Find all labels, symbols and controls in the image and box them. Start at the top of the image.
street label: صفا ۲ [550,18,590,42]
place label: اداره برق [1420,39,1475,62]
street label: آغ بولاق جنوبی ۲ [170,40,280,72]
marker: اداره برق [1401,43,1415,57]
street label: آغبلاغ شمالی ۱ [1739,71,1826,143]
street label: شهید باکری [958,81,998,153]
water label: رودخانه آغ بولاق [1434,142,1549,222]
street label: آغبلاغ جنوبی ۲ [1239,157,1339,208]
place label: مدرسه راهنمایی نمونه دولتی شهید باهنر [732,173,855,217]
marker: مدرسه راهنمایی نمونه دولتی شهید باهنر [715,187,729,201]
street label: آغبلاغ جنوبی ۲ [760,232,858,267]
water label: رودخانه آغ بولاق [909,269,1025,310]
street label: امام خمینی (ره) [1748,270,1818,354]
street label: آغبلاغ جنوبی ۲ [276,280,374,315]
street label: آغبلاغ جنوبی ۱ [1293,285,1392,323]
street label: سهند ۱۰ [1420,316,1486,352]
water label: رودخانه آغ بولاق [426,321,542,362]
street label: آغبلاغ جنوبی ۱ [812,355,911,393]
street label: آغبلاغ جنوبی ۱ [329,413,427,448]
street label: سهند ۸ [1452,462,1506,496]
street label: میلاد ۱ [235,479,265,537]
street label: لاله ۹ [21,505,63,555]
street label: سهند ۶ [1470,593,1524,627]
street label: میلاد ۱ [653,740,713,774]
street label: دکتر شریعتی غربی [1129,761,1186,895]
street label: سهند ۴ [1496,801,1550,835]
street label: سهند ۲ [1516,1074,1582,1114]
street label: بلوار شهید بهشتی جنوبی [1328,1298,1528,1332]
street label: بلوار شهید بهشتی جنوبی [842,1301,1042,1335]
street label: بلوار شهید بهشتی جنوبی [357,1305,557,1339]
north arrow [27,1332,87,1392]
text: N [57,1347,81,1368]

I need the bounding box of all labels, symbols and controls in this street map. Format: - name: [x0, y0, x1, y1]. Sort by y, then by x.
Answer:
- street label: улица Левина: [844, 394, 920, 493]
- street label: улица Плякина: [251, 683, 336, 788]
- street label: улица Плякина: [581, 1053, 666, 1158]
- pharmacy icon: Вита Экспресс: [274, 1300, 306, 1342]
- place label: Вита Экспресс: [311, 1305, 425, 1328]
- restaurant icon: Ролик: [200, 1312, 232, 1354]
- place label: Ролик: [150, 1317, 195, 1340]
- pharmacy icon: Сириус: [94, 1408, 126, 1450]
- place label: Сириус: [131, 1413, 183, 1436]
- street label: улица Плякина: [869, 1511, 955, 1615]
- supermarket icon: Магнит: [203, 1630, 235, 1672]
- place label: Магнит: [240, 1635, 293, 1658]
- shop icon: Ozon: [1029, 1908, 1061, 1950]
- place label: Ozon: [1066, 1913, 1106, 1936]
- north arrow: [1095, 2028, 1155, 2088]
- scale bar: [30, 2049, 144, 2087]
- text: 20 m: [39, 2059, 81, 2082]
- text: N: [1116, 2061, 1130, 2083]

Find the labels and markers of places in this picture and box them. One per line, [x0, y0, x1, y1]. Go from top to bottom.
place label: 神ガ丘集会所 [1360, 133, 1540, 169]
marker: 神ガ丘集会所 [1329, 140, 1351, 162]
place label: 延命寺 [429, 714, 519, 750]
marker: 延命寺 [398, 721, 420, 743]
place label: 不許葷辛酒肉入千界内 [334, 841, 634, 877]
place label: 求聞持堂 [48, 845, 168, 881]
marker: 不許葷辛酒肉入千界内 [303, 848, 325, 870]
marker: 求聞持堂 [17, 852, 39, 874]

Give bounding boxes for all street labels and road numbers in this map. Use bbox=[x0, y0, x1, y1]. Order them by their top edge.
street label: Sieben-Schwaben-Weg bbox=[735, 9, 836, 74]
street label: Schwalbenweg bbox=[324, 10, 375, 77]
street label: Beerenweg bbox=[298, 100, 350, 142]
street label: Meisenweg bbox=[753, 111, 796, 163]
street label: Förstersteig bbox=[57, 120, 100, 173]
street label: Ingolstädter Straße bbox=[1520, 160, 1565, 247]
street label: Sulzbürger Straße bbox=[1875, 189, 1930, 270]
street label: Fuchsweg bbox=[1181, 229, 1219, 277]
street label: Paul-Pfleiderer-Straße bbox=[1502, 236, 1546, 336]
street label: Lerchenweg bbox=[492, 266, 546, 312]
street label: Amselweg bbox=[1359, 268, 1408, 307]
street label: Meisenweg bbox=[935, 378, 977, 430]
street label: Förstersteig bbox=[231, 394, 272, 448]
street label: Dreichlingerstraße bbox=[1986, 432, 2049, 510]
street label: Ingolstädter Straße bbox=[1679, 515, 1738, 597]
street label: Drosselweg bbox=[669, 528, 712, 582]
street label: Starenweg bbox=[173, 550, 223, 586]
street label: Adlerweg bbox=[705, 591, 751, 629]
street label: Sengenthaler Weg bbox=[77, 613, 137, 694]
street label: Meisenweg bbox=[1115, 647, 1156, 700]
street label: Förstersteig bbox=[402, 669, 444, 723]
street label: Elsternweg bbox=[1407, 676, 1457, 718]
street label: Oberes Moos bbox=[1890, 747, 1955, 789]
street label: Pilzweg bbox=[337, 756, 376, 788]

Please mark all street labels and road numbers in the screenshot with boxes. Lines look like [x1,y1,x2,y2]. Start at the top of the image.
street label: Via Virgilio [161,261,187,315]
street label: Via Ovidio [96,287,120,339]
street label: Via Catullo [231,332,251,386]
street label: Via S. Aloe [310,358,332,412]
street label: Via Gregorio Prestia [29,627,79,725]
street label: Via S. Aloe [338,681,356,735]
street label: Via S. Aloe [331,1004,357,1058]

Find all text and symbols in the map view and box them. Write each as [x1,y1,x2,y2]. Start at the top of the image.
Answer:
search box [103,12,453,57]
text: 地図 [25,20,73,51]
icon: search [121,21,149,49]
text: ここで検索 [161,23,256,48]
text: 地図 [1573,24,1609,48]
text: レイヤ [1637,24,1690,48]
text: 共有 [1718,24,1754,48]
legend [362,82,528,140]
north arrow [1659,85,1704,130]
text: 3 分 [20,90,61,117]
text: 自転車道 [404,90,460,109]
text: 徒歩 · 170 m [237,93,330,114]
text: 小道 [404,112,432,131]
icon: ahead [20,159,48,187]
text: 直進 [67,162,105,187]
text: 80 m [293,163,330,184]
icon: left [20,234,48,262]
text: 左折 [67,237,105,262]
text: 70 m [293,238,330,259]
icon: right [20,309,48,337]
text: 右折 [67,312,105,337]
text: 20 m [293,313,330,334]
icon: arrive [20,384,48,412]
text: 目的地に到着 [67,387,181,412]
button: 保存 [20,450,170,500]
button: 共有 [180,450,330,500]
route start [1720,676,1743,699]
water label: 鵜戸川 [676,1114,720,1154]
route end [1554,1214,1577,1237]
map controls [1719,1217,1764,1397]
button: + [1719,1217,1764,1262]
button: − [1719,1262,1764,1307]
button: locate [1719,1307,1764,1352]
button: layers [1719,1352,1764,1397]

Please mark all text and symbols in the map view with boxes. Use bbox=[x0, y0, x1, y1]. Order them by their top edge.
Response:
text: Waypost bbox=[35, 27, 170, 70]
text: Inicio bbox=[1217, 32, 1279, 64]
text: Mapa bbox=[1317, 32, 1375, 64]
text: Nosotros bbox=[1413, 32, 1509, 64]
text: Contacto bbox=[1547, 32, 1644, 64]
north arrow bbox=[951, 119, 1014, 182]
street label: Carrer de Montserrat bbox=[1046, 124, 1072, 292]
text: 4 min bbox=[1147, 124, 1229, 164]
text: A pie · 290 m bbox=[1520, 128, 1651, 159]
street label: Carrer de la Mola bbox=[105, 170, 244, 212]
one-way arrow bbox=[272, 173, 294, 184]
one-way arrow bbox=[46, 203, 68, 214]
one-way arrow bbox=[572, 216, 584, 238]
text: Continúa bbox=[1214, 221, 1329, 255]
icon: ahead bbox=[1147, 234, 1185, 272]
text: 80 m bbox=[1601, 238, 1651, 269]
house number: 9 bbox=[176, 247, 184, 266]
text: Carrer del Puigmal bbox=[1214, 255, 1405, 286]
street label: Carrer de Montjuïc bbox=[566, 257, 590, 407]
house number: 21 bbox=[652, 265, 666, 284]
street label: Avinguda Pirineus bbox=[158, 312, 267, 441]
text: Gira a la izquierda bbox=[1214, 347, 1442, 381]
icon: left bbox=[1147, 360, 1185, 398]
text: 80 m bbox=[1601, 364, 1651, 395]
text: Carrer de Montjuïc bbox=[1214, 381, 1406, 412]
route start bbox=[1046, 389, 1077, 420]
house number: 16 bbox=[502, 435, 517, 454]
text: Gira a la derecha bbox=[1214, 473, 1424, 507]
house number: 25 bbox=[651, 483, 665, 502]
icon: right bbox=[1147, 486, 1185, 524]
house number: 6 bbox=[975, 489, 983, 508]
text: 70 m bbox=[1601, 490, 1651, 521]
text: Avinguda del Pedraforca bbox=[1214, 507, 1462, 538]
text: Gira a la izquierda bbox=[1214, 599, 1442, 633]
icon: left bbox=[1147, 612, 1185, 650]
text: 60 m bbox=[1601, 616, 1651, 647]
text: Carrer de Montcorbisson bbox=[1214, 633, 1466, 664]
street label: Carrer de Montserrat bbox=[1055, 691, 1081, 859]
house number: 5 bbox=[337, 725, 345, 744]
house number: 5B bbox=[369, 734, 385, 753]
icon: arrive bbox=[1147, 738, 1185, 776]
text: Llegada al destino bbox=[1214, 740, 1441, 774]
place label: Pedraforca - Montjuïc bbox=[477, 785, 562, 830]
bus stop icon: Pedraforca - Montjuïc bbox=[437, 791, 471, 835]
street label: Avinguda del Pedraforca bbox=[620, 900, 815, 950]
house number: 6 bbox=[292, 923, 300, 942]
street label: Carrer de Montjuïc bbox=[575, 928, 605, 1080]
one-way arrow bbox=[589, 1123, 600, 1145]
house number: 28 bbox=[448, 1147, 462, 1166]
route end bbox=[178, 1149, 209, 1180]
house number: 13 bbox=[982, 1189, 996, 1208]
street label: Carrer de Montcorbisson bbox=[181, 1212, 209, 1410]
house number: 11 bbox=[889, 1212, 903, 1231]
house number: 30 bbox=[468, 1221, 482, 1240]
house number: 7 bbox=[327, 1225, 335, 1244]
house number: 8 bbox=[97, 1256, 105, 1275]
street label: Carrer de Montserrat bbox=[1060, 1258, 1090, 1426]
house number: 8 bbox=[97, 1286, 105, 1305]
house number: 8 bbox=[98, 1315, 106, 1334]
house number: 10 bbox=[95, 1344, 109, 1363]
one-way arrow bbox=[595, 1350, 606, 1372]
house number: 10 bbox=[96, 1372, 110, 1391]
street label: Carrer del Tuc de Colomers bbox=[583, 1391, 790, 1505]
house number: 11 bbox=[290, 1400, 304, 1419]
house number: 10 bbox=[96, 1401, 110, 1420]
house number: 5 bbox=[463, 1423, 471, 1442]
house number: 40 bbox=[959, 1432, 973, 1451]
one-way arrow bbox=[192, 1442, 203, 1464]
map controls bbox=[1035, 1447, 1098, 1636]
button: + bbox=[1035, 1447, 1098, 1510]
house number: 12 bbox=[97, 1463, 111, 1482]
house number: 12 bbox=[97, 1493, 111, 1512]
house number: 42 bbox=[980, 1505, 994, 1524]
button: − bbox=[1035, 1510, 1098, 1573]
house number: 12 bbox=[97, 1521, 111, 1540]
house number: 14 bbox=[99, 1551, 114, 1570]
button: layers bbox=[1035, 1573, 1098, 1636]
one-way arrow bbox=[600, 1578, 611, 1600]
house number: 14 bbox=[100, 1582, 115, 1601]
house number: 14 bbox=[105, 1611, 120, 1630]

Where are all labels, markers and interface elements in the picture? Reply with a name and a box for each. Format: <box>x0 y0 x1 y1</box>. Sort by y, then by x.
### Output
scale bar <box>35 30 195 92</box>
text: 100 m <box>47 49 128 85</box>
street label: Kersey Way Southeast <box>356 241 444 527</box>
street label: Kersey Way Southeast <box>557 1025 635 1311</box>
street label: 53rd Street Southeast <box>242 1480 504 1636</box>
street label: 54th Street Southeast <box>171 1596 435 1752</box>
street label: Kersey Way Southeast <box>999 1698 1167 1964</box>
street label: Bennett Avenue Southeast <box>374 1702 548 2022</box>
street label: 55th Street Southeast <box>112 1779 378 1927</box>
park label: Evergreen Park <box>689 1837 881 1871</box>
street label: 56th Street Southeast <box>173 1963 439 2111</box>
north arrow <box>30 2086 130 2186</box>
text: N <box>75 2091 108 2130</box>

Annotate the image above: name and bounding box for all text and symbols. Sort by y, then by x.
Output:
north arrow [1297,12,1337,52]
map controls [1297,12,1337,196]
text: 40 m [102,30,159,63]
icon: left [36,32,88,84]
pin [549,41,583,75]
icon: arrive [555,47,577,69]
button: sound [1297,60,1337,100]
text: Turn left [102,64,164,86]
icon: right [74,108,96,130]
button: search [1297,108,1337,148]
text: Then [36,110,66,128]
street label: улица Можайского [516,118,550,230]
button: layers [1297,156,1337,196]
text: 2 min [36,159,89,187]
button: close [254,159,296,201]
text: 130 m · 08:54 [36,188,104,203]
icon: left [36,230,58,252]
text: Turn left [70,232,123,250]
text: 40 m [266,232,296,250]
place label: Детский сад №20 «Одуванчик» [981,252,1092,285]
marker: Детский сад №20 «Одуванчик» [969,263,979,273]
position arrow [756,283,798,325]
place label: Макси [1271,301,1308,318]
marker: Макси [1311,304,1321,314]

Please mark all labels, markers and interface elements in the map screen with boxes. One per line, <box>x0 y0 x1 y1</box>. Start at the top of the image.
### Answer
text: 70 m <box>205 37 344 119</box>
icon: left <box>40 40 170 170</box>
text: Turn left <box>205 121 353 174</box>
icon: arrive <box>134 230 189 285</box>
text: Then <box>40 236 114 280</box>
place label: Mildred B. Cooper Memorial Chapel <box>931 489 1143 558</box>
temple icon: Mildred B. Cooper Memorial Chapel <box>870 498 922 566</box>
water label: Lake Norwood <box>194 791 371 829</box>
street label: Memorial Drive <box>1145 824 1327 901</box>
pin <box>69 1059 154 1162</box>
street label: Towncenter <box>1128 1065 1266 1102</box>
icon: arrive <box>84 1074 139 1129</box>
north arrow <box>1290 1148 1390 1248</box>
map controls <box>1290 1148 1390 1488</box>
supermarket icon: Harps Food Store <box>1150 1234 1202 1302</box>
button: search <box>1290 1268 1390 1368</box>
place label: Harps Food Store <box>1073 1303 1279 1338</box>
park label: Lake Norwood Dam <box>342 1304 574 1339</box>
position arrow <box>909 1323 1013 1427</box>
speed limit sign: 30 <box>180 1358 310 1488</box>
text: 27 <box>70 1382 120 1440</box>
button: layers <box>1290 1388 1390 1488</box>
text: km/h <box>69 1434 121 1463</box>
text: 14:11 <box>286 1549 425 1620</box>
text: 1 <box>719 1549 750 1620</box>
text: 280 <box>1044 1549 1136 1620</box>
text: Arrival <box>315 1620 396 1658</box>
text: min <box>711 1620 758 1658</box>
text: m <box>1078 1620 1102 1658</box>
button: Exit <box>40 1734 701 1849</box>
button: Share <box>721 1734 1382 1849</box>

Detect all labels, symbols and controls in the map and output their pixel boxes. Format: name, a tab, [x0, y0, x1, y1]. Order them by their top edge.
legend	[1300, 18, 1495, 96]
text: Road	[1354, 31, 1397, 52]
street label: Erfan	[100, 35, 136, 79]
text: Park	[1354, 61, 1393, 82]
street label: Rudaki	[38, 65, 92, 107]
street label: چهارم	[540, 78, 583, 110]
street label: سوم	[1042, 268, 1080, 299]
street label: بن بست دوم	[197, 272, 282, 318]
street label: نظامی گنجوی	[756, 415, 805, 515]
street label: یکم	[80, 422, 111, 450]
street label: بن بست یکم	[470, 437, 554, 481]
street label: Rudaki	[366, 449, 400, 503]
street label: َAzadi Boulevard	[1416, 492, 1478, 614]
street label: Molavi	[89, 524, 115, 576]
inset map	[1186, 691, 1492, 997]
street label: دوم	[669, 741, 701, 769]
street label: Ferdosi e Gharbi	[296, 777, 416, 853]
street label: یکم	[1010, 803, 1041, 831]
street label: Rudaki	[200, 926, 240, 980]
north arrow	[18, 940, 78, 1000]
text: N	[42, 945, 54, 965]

--

▶ TASK TO COMPLETE: The answer must hold only the lines from the first line of the data through the line bearing "I need the bounding", returned exactly.

▶ WORKED SOLUTION:
Find all labels, symbols and controls in the image and box them. Start at the top of the image.
street label: صفا ۲ [550,18,590,42]
place label: اداره برق [1420,39,1475,62]
street label: آغ بولاق جنوبی ۲ [170,40,280,72]
marker: اداره برق [1401,43,1415,57]
street label: آغبلاغ شمالی ۱ [1739,71,1826,143]
street label: شهید باکری [958,81,998,153]
water label: رودخانه آغ بولاق [1434,142,1549,222]
street label: آغبلاغ جنوبی ۲ [1239,157,1339,208]
place label: مدرسه راهنمایی نمونه دولتی شهید باهنر [732,173,855,217]
marker: مدرسه راهنمایی نمونه دولتی شهید باهنر [715,187,729,201]
street label: آغبلاغ جنوبی ۲ [760,232,858,267]
water label: رودخانه آغ بولاق [909,269,1025,310]
street label: امام خمینی (ره) [1748,270,1818,354]
street label: آغبلاغ جنوبی ۲ [276,280,374,315]
street label: آغبلاغ جنوبی ۱ [1293,285,1392,323]
street label: سهند ۱۰ [1420,316,1486,352]
water label: رودخانه آغ بولاق [426,321,542,362]
street label: آغبلاغ جنوبی ۱ [812,355,911,393]
street label: آغبلاغ جنوبی ۱ [329,413,427,448]
street label: سهند ۸ [1452,462,1506,496]
street label: میلاد ۱ [235,479,265,537]
street label: لاله ۹ [21,505,63,555]
street label: سهند ۶ [1470,593,1524,627]
street label: میلاد ۱ [653,740,713,774]
street label: دکتر شریعتی غربی [1129,761,1186,895]
street label: سهند ۴ [1496,801,1550,835]
street label: سهند ۲ [1516,1074,1582,1114]
street label: بلوار شهید بهشتی جنوبی [1328,1298,1528,1332]
street label: بلوار شهید بهشتی جنوبی [842,1301,1042,1335]
street label: بلوار شهید بهشتی جنوبی [357,1305,557,1339]
north arrow [27,1332,87,1392]
text: N [57,1347,81,1368]

I need the bounding box of all labels, symbols and controls in this street map. Format: - name: [x0, y0, x1, y1]. Sort by y, then by x.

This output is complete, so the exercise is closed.